HR Giger ist tot – und wieder mit Li vereint?


Tribal Biomechanic
Tribal Biomechanic

Es ist 5:39 Uhr am Morgen des 15. Mai 2014. Mein Handy brummt und ich werde aus meinem Traum gerissen. Eine Terminerinnerung? Eine SMS. Von wem? Von meiner Bank. Sehr freundlich. Wenn ich schon wach bin, dann hole ich gleich die Mails ab. Twitter hat wieder geschrieben. Ich schaffe es nicht, mich bei diesem Dienst zu deregistrieren, sie wollen einfach meine Daten nicht löschen. Also lösche ich jede Twitter-Mail ungelesen. Ich habe sie schon zum Löschen markiert, als ich den Betreff „Der Alien-Vater ist tot“ wahrnehme. Ich brauche eine Weile bis ich HR Giger damit in Verbindung bringe. Offenbar war er bereits am 12. Mai nach einem Treppensturz im Alter von 74 Jahren verstorben. Es gibt keinen Künstler mit dem ich mehr verbunden wäre – und zwar im wortwörtlichem Sinne: seine Kunst ziert meine Haut.

Einen Oscar für Giger

Das erste Mal hörte ich von Giger Ende der achtziger Jahre. Damals sah ich eine Dokumentation über ihn im Fernsehen, und da erzählte er u. a. über seine persönlichen Eindrücke bei der Oscar Verleihung, als er für die besten visuellen Effekte im Film Alien ausgezeichnet wurde. Ich war fasziniert, wie ein Mensch dieser Ehrung und dem ganzen Trubel drum herum so wenig abgewinnen konnte. Das Interview war wohl in seiner Wohnung oder einem Atelier gedreht worden, und er kramte doch tatsächlich aus einem Regal, in dem zig Bücher und anderer Verhau gestapelt war, die goldene Figur hervor. Er kommentierte diese Handlung lakonisch in unnachahmlichem Swizerdütsch, als wäre es das Nebensächlichste der Welt, mit den Worten „… und da bekam ich diesen Oscar“.

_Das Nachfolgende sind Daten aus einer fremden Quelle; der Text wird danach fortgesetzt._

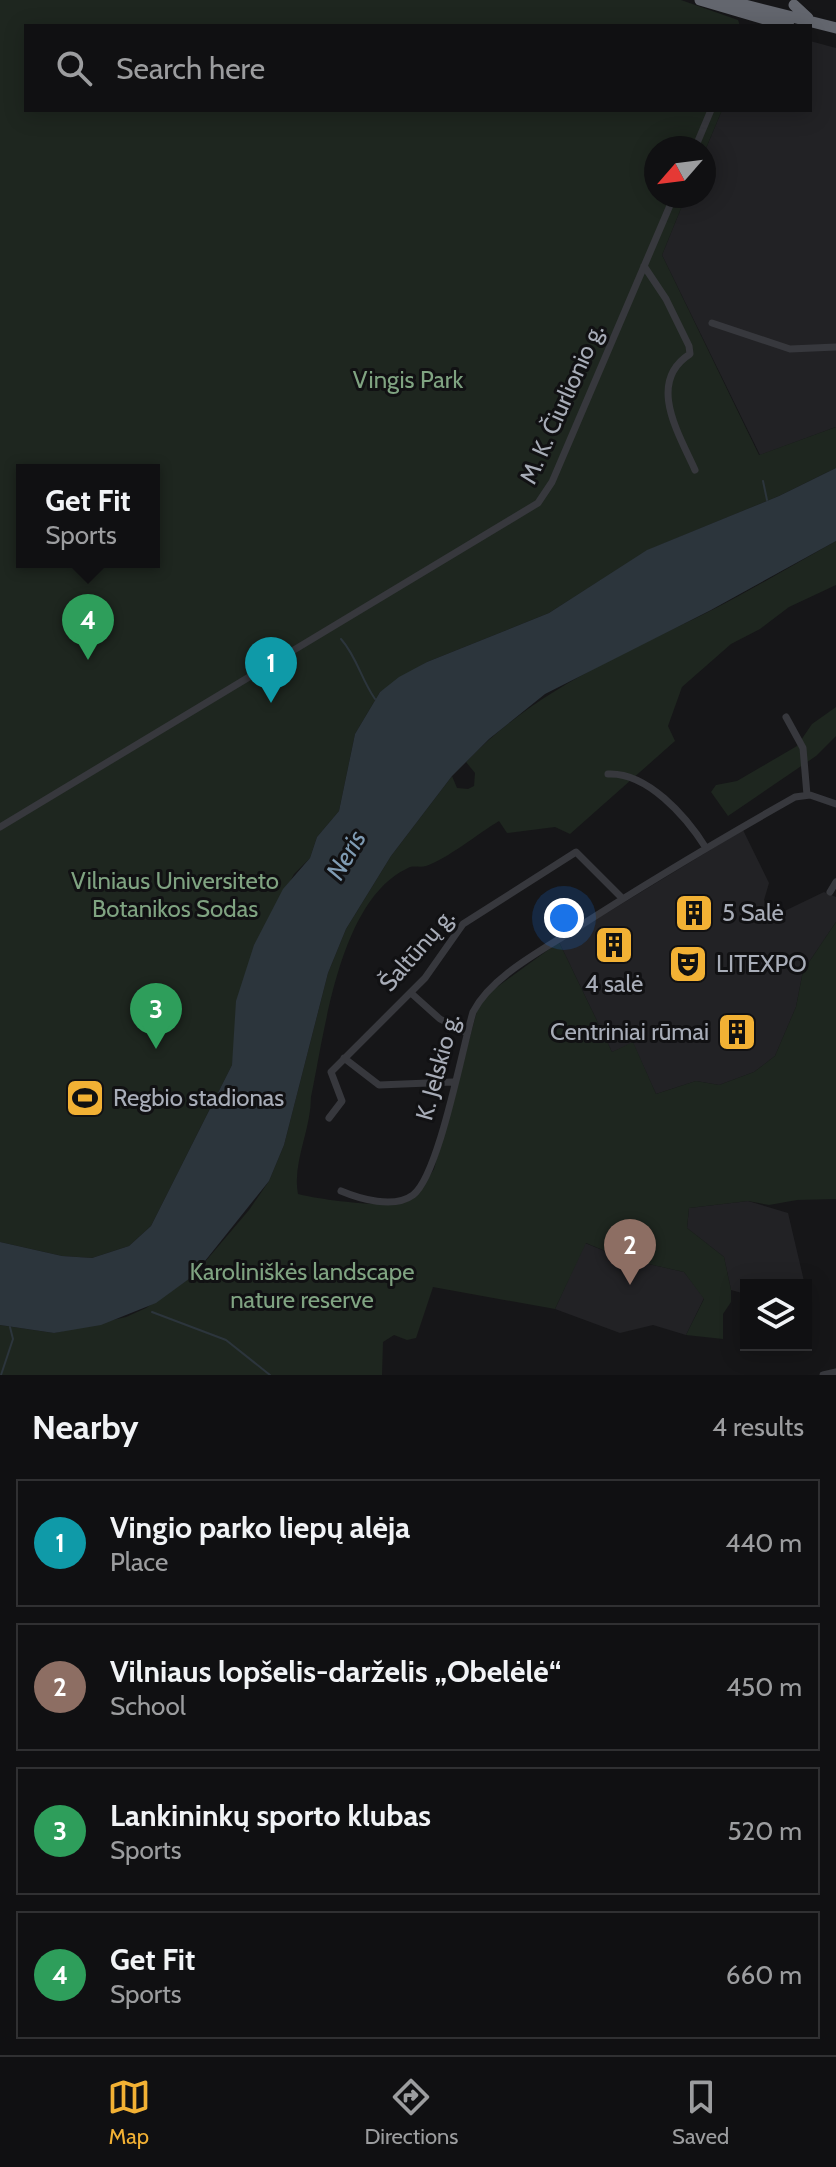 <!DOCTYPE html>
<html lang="en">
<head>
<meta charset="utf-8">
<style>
	:root { --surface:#101012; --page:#19191b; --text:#f1f3f6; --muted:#9c9d9f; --line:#303032; --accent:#f2b134 }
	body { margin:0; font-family:Cabin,sans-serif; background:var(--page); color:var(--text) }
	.controls { position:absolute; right:24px; bottom:24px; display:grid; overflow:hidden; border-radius:0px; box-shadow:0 4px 20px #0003 }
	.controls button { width:72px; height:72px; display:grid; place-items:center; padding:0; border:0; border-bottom:2px solid var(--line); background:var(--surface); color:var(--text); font:40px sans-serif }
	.compass { position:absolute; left:644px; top:136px; width:72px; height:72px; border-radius:50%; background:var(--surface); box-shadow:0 4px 20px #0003; rotate:242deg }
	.you { position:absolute; left:564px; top:918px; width:28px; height:28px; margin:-20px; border:6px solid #fff; border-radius:50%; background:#1a73e8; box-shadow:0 0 0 12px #1a73e833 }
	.badge { display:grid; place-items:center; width:52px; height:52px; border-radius:50%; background:var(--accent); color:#fff; font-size:26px; font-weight:700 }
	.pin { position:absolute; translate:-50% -66px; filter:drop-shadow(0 2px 4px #0008) }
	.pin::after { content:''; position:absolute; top:42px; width:28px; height:24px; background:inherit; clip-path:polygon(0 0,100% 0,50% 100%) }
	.popup { position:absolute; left:16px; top:464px; width:144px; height:104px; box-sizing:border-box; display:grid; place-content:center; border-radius:0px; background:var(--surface); filter:drop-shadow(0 2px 6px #0005); font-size:26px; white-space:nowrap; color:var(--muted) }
	.popup b { font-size:30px; color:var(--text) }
	.popup::after { content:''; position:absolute; left:50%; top:100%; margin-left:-16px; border:16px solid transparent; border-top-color:var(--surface) }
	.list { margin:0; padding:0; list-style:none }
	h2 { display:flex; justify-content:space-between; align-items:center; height:104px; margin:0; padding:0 32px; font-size:34px }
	h2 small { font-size:26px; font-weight:400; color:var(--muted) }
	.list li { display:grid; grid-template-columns:52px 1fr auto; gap:24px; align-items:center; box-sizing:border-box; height:128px; margin:0 16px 16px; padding:0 16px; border:2px solid var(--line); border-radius:0px }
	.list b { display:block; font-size:30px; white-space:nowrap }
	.list p { margin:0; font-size:26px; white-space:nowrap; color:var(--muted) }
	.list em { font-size:26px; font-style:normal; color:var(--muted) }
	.icon { flex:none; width:44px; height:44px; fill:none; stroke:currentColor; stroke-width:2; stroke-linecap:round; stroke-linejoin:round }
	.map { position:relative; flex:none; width:836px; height:1375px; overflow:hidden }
	.search { position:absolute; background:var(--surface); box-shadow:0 4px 20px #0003; left:24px; right:24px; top:24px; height:88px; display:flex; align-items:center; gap:20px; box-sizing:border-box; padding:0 28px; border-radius:0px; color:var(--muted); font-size:30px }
	.sheet { height:680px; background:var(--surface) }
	nav { display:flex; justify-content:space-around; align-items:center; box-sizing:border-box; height:112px; border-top:2px solid var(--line); background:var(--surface); font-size:22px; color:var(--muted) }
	nav a { display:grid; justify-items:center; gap:4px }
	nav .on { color:var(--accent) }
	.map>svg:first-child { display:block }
	.built { fill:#222225 }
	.green { fill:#1e261f; fill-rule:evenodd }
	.water { fill:#2c353c }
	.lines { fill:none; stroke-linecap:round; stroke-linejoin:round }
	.stream { stroke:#2c353c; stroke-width:2 }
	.minor { stroke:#37383d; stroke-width:7 }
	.highway { stroke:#63666e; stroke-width:11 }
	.labels { text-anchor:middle; stroke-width:6; stroke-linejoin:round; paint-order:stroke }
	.park-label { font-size:24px; fill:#7fa381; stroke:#111113 }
	.street-label { font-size:24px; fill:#a8adb8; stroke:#111113 }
	.poi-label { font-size:24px; fill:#a8adb8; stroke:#111113; text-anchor:start }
	.water-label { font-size:26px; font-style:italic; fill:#7f9bb3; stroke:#111113 }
</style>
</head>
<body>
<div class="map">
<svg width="836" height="1375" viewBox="0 0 836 1375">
	<rect width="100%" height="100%" fill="#161618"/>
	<path class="built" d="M810 41 836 48V427L760 455 662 255 686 196H704V153L722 110H810Z
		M743 830 769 883 764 900 772 917 824 892 836 897V922L803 971 796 1007 775 1056 754 1072 719 1085 696 1081 656 1094 633 1043 612 1052 559 942Z
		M748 1201 788 1213 804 1281 787 1285H746V1304L742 1293 731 1290 724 1257 687 1228 689 1208Z
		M585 1243 622 1258 684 1272 704 1298 686 1335 653 1325 620 1333 555 1309Z"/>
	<path class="green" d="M0 0H681L738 20 740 26H26V110H722L704 153V148H656V196H686L662 255 759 455 836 427V468L779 496 648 550 549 613 427 662 380 692 355 734 339 811 317 837 310 858 294 874 251 958 232 1065 151 1226 129 1246 92 1258 62 1256 0 1242ZM22 470H154V562H22Z
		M836 541V585L789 607 760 629 731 644 682 687 668 726 675 741 570 834 555 827 507 833 499 821C479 833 447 859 426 866 420 868 413 865 408 868 339 900 325 1031 311 1097 311 1130 292 1163 298 1194 316 1199 383 1208 398 1202 413 1197 426 1182 434 1169L477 1011 486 995 559 942 612 1052 633 1042 656 1094 696 1081 719 1085 754 1072 775 1056 796 1007 803 971 836 922V1199L797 1200 769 1205 748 1201 689 1208 687 1228 724 1257 731 1290V1302L723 1314V1339L686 1335 704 1299 684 1272 622 1258 586 1243 555 1309 433 1287 416 1338 407 1340 394 1335 383 1342 382 1375H0V1325L54 1333 126 1317 146 1308 193 1276 249 1210 269 1181 284 1145 328 973 346 929 391 856 452 776 457 788 468 789 474 786 475 773 466 762C535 690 621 655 708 612 751 590 793 565 836 541Z
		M836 707V736L816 756 728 816 711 792 716 785 737 781 797 746 812 724Z"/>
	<path class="water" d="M836 468V541L711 610 545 694 489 739 452 776 391 856 346 929 328 973 284 1145 269 1181 193 1276 156 1303 101 1325 54 1333 0 1325V1242L62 1256 92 1258 129 1246 151 1226 232 1065 236 1001 254 945 283 889 310 858 317 837 339 811 355 734 380 692 399 677 427 662 549 613 647 550 779 496Z"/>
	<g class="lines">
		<path class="stream" d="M763 481 767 500
			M341 639C357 657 361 679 375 699
			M152 1312 226 1340 270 1375
			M1 1375 13 1339 10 1327"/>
		<path class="minor" d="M695 148 711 110
			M644 266 666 299 689 346 690 354C646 382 679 434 695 470
			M712 323 790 349 836 347
			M786 717 803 748 807 795
			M608 774C647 772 686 816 706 848
			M0 827 538 503 552 482 674 196
			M830 892 836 882
			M411 993 440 1019 467 1033
			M344 1058 379 1085 453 1082
			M329 1118 342 1101 331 1072 425 978 463 924 576 852 622 898
			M341 1191C360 1199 394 1209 413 1195 439 1175 462 1049 473 1012 491 977 539 952 572 931 645 884 719 840 795 797L810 795 836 804
			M823 1375 836 1372"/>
		<path class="highway" d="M700 0 789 26
			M725 0 836 28
			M794 5 808 18"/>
	</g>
	<defs>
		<symbol id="building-square" viewBox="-11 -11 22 22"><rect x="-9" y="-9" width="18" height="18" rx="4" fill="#f2b134" stroke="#111113"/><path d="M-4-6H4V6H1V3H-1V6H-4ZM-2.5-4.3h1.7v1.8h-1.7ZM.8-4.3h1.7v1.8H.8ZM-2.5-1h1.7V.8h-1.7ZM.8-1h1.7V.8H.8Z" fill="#111"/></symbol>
		<symbol id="theatre-square" viewBox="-11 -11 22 22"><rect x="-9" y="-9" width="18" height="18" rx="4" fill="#f2b134" stroke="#111113"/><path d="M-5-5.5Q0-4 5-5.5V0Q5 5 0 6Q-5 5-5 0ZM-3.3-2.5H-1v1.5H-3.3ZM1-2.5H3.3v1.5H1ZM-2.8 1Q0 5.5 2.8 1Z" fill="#111"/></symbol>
		<symbol id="stadium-square" viewBox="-11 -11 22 22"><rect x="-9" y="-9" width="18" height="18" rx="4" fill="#f2b134" stroke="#111113"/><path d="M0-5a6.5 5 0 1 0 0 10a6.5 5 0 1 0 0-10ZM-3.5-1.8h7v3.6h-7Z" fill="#111"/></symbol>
	</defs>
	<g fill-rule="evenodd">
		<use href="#building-square" x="672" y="891" width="44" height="44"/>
		<use href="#building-square" x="592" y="923" width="44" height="44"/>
		<use href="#theatre-square" x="666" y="942" width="44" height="44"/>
		<use href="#building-square" x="715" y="1010" width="44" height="44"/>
		<use href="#stadium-square" x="63" y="1076" width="44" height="44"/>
	</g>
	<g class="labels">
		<g class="park-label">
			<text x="408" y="388">Vingis Park</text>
			<text x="175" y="889">Vilniaus Universiteto<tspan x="175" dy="28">Botanikos Sodas</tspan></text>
			<text x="302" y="1280">Karoliniškės landscape<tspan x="302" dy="28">nature reserve</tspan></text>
		</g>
		<g class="street-label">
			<text transform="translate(562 404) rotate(-66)" y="8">M. K. Čiurlionio g.</text>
			<text transform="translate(417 950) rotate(-49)" y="8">Šaltūnų g.</text>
			<text transform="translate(438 1067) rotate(-75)" y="8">K. Jelskio g.</text>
		</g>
		<g class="poi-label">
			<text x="722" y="921">5 Salė</text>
			<text x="716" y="972">LITEXPO</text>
			<text x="614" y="992" text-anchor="middle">4 salė</text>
			<text x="709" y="1040" text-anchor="end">Centriniai rūmai</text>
			<text x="113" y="1106">Regbio stadionas</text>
		</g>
		<g class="water-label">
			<text transform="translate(346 855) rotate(-60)" y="9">Neris</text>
		</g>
	</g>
</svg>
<div class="controls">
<button><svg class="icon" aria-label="layers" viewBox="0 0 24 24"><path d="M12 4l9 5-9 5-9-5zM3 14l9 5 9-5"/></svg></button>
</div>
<svg class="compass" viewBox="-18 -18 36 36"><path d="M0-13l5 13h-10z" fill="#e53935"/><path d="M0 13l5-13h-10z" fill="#9c9d9f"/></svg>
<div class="you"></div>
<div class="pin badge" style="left:271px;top:703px;background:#0f9aa8">1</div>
<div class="pin badge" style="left:630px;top:1285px;background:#8d6e63">2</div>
<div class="pin badge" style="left:156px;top:1049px;background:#2e9e5b">3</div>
<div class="pin badge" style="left:88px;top:660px;background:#2e9e5b">4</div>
<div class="popup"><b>Get Fit</b>Sports</div>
<div class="search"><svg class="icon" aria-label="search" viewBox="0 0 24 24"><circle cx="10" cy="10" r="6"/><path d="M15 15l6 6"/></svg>Search here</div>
</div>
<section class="sheet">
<h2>Nearby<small>4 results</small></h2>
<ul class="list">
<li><span class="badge" style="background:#0f9aa8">1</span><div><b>Vingio parko liepų alėja</b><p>Place</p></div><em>440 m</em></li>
<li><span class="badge" style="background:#8d6e63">2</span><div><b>Vilniaus lopšelis-darželis „Obelėlė“</b><p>School</p></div><em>450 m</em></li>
<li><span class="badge" style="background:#2e9e5b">3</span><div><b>Lankininkų sporto klubas</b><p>Sports</p></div><em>520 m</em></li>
<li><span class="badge" style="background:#2e9e5b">4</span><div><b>Get Fit</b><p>Sports</p></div><em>660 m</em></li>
</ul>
</section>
<nav>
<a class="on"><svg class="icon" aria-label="map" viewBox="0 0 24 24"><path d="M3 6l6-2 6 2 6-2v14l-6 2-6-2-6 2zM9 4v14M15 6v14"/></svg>Map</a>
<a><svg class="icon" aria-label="directions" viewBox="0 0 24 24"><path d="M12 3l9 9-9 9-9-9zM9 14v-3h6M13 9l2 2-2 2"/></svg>Directions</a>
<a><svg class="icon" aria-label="saved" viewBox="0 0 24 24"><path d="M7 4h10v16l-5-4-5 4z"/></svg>Saved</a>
</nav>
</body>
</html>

Vergleicht man Gigers Kunst und diese Hochglanzfigur, dann könnte der Kontrast nicht größer sein. Ich hatte Alien nicht im Kino gesehen sondern erst im Anschluss an die Dokumentation. Ansonsten hätte ich beim Betrachten dieses Films nicht gewusst, und es hätte mich wohl auch nicht interessiert, dass eben jener Giger der Schöpfer der Alien-Figur war. Gigers Kunst befremdet und verstört. Seine Bilder sind düster, gewalttätig. In dem Interview hatte er geäußert, dass die Bilder die er malt, seinen Träumen entsprängen. Ich fand es furchtbar, solche Träume zu haben, und trotzdem faszinierte mich diese Kunst, weil sie so anders und so neu für mich war.

»Ich bin am ganzen Körper bebildert. Sehen Sie.« Er öffnete seine Hand. Auf der Innenseite war eine frischgeschnittene Rose zu sehen, zwischen deren zartrosa Blütenblättern kristallklare Tautropfen standen. Ich streckte meine Hand aus, um sie zu berühren, aber es war nur eine Abbildung.

Ray Bradbury – Der illustrierte Mann

Biomechanik

Ein paar Jahre später unterhielt ich mich mit meinem Cousin über Tätowierungen. Bis dahin war das nie ein Thema für mich gewesen. Ich verstand nicht, was jemanden dazu bewegt, sich Symbole wie eine Indianerfeder oder einen Adler auf den Oberarm tätowieren zu lassen. Mein Cousin stimmte mir zu und zeigt mir bei dieser Gelegenheit sein Tattoo, das über die Brust und den Bauch zur Seite verlief. Ich war fasziniert von dem Tattoo, denn es war etwas völlig anderes: eine Mischung aus Tribal und biomechanischen Strukturen, die mit der Haut verwachsen schienen und so nicht plakatives Abziehbildchen sondern ein Körperbild darstellten. Von diesem Augenblick an wusste ich, dass für den Fall, dass ich mich jemals tätowieren lasse, einzig diese Kombination in Frage käme.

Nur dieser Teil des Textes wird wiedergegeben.